What Machine Learning Practitioners Actually Do, by Rachel Thomas, fast.ai

Dealing with messy and inconsistent data is necessary

By Rachel Thomas, founder, fast.ai and Asst. Professor, Data Institute, University of San Francisco

There are frequent media headlines about both the scarcity of machine learning talent and about the promises of companies claiming their products automate machine learning and eliminate the need for ML expertise altogether. In his recent keynote at the TensorFlow DevSummit, Google’s head of AI Jeff Dean estimated that there are tens of millions of organizations that have electronic data that could be used for machine learning but lack the necessary expertise and skills. I follow these issues closely since my work at fast.ai focuses on enabling more people to use machine learning and on making it easier to use.

Rachel Thomas, founder, fast.ai

In thinking about how we can automate some of the work of machine learning, as well as how to make it more accessible to people with a wider variety of backgrounds, it’s first necessary to ask, what is it that machine learning practitioners do? Any solution to the shortage of machine learning expertise requires answering this question: whether it’s so we know what skills to teach, what tools to build, or what processes to automate.

This post is the first in a 3-part series.
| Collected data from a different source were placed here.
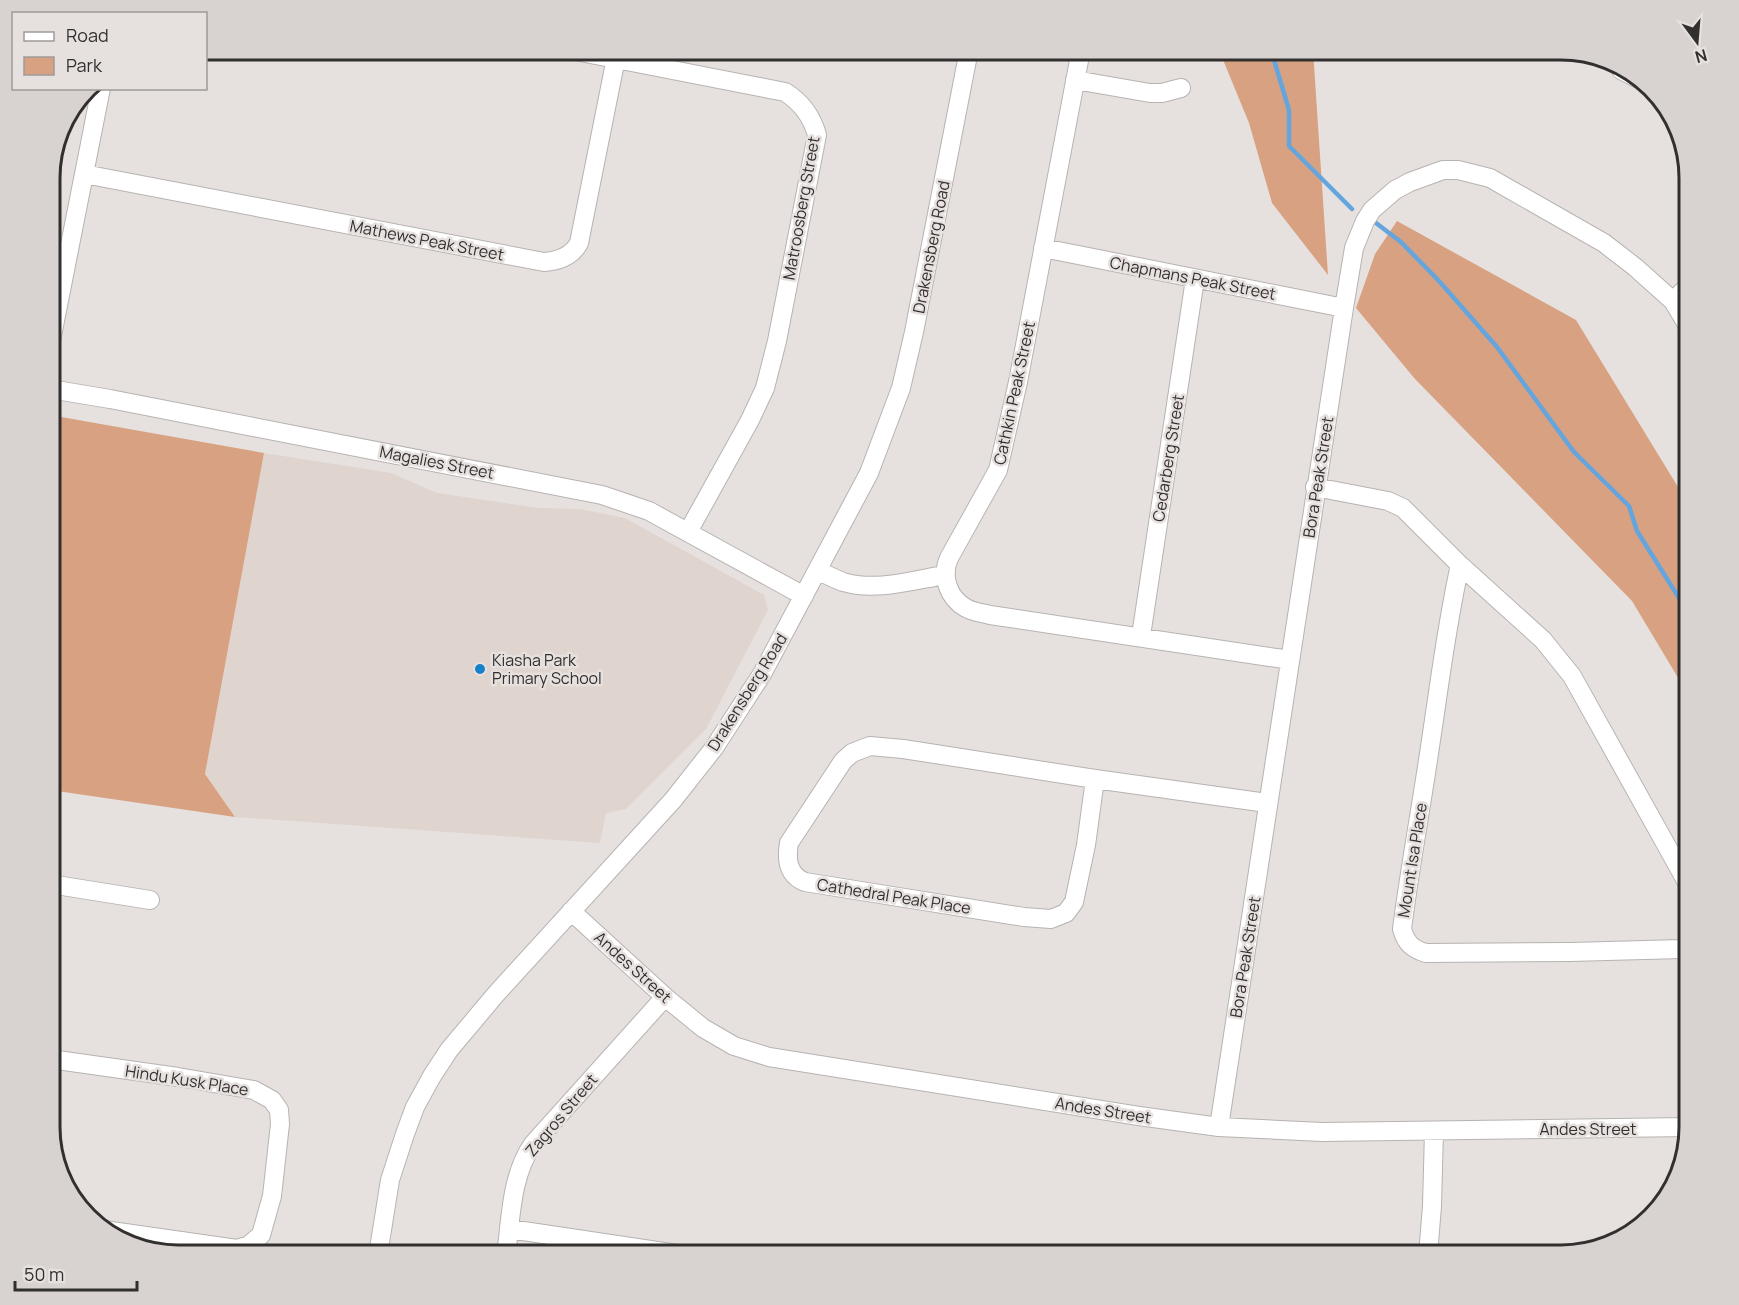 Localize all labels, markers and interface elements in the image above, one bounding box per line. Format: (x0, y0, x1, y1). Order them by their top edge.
legend (12, 12, 207, 90)
north arrow (1667, 12, 1727, 72)
text: Road (66, 23, 109, 47)
text: N (1693, 44, 1710, 69)
text: Park (66, 53, 103, 77)
street label: Matroosberg Street (778, 134, 824, 282)
street label: Drakensberg Road (907, 179, 955, 315)
street label: Mathews Peak Street (348, 214, 506, 266)
street label: Chapmans Peak Street (1108, 251, 1278, 305)
street label: Cathkin Peak Street (988, 319, 1040, 467)
street label: Cedarberg Street (1147, 393, 1189, 523)
street label: Bora Peak Street (1298, 415, 1338, 539)
street label: Magalies Street (378, 440, 496, 484)
street label: Drakensberg Road (702, 629, 792, 755)
place label: Kiasha Park Primary School (492, 649, 602, 689)
marker: Kiasha Park Primary School (473, 662, 487, 676)
street label: Mount Isa Place (1392, 801, 1432, 919)
street label: Cathedral Peak Place (816, 873, 972, 919)
street label: Bora Peak Street (1225, 895, 1265, 1019)
street label: Andes Street (590, 926, 676, 1008)
street label: Hindu Kusk Place (124, 1059, 250, 1101)
street label: Zagros Street (520, 1069, 602, 1161)
street label: Andes Street (1053, 1092, 1153, 1128)
street label: Andes Street (1539, 1118, 1637, 1140)
scale bar (15, 1254, 136, 1292)
text: 50 m (24, 1262, 64, 1286)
It will address what it is that machine learning practitioners do, with Part 2 explaining AutoML and neural architecture search (which several high profile figures have suggested will be key to decreasing the need for data scientists) and Part 3 will cover Google’s heavily-hyped AutoML product in particular.
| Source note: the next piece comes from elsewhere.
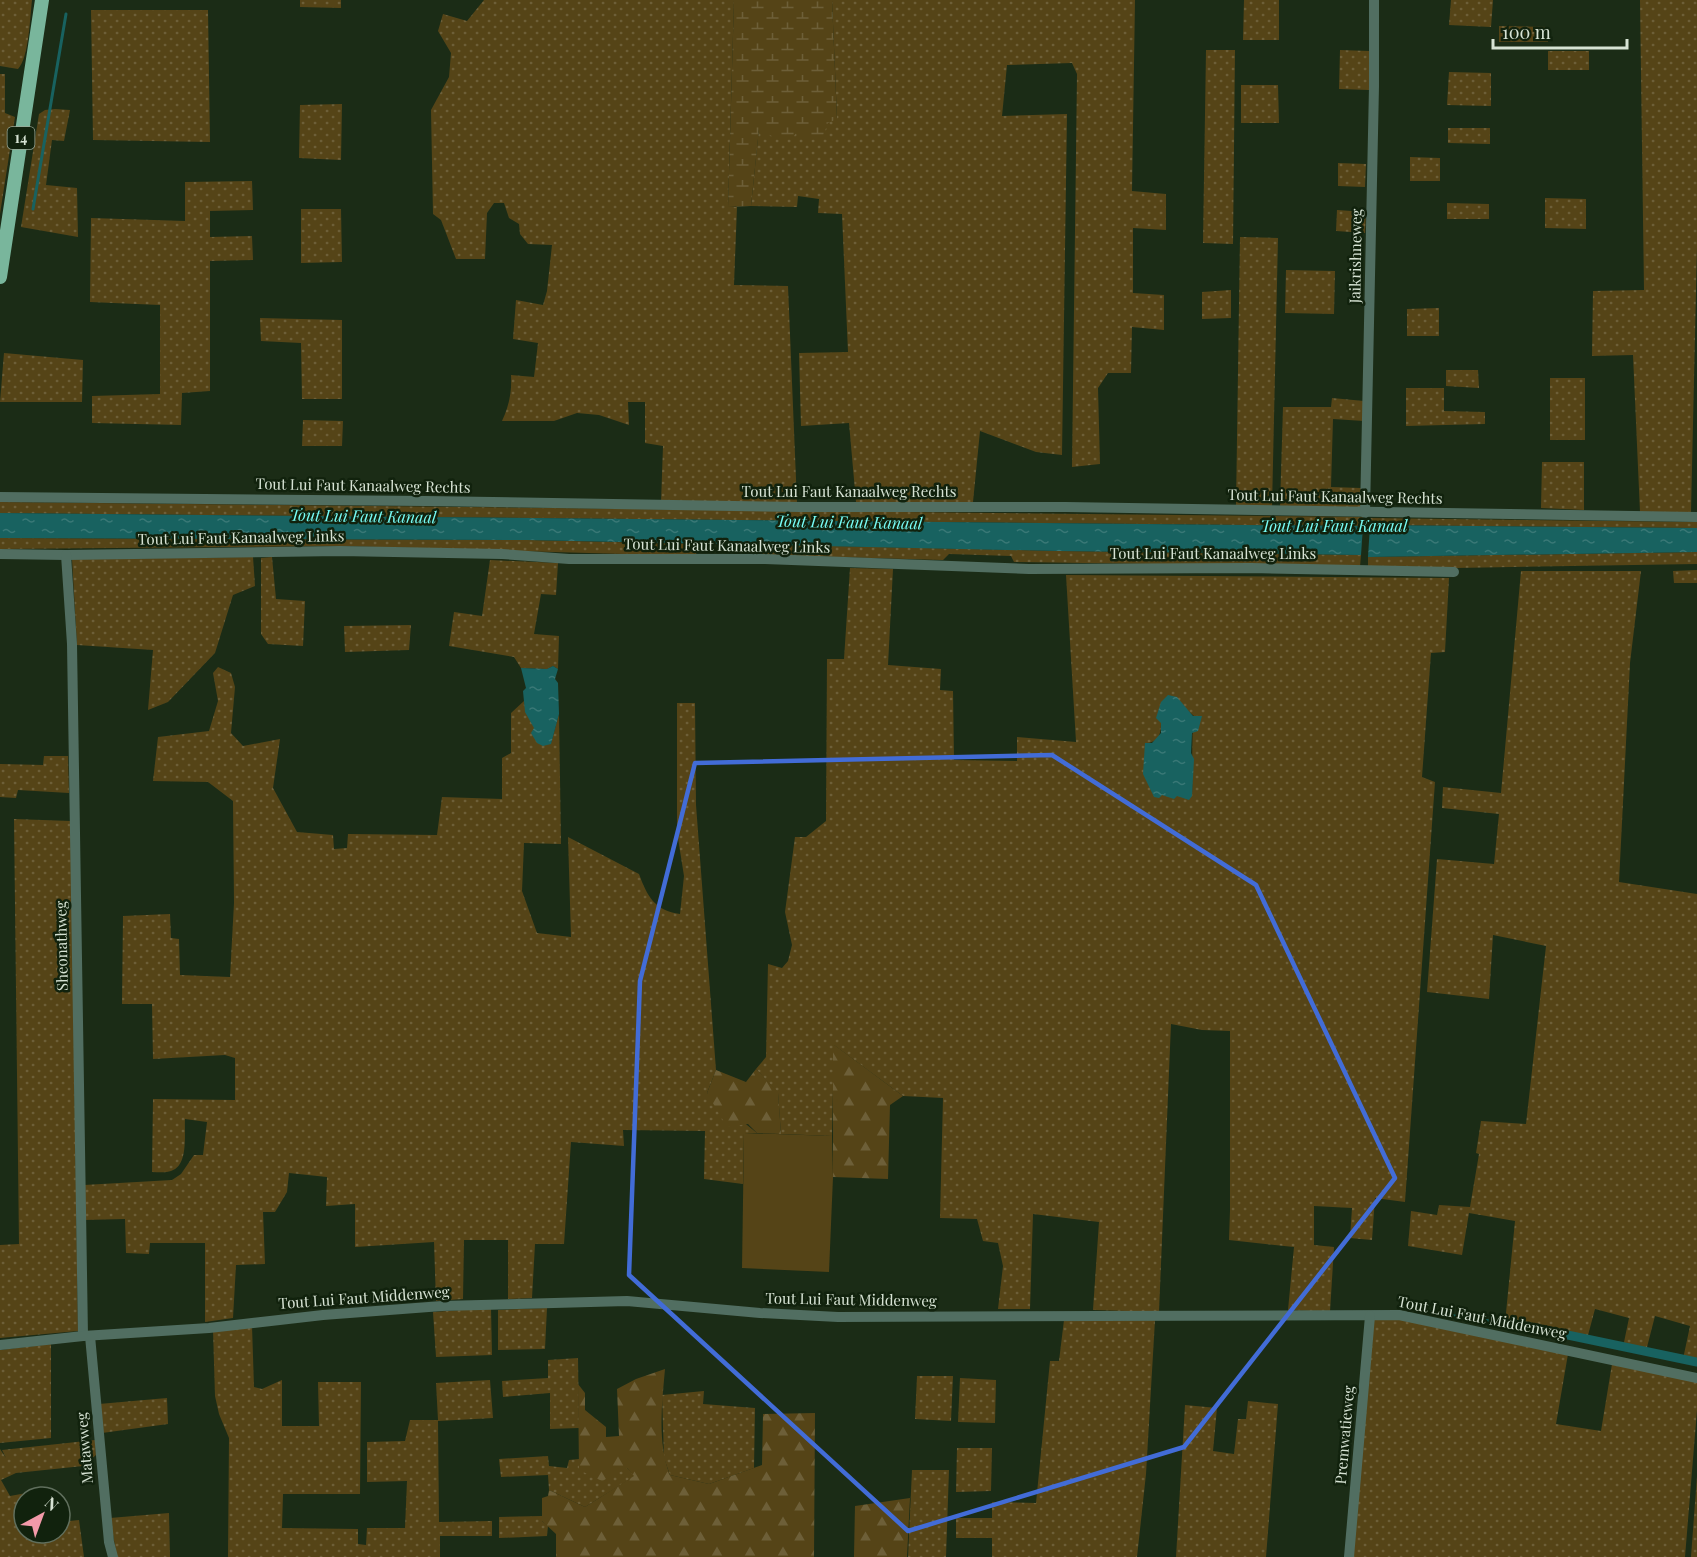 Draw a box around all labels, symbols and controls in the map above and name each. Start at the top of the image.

Building Data Products is Complex Work

While many academic machine learning sources focus almost exclusively on predictive modeling, that is just one piece of what machine learning practitioners do in the wild. The processes of appropriately framing a business problem, collecting and cleaning the data, building the model, implementing the result, and then monitoring for changes are interconnected in many ways that often make it hard to silo off just a single piece (without at least being aware of what the other pieces entail). As Jeremy Howard et al. wrote in Designing Great Data Products, Great predictive modeling is an important part of the solution, but it no longer stands on its own; as products become more sophisticated, it disappears into the plumbing.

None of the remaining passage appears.